2-4) let P ═ P +1, calculate D_cAnd the Hausdorff distance h between other samples_PThe corresponding sample is used as a hidden layer neuron center k newly added in the class c_P(ii) a Calculating D_cAll samples in to k_PThe recording distance is less than h_PCorresponding subset d of all samples_cAnd d is_cFrom D_cDeleting; with d_cNumber of intermediate samples as k_PConnection weight w between output neuron and corresponding class_P，k_PThe connection weight value between the neuron and other output neurons is 0; calculating d_cThe variance v of each dimension attribute in_mComposition k_PCorresponding diagonal distribution matrix

2-5) if D_cIf the number of the remaining samples is not 0, returning to the step c; otherwise, it is checked whether C is equal to C,if C < C, go back to step 2-3), if C ═ C, the algorithm terminates.
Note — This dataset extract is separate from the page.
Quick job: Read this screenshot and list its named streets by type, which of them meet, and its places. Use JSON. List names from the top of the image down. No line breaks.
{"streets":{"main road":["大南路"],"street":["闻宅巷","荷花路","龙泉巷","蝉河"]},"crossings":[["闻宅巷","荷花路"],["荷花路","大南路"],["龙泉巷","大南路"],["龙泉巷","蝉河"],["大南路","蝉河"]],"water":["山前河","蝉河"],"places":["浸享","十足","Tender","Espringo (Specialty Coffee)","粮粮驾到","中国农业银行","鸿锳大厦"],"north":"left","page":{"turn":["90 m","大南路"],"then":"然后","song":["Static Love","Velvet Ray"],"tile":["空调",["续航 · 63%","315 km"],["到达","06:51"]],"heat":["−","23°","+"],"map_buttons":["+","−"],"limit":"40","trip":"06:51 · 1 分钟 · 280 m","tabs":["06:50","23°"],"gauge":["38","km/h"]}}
4. The unbalanced data and image processing method of claim 3, wherein the step 3) specifically comprises:

5. The unbalanced data and image processing method of claim 4, wherein the step 4) specifically comprises:

Representing an empty set;

4-3) generated sample matrix

Wherein each sample belongs to class c; will be provided with

Are combined into the generated set of samples S,

6. An unbalanced data and image processing system for processing unbalanced data using a method as claimed in any one of claims 1 to 5, the system comprising:

7. A storage medium on which a computer program is stored, characterized in that the program is adapted to carry out the method of any one of claims 1-5 when executed.

8. A computer device comprising a memory, a processor and a computer program stored on the memory and executable on the processor, characterized in that the processor implements the method according to any of claims 1-5 when executing the computer program.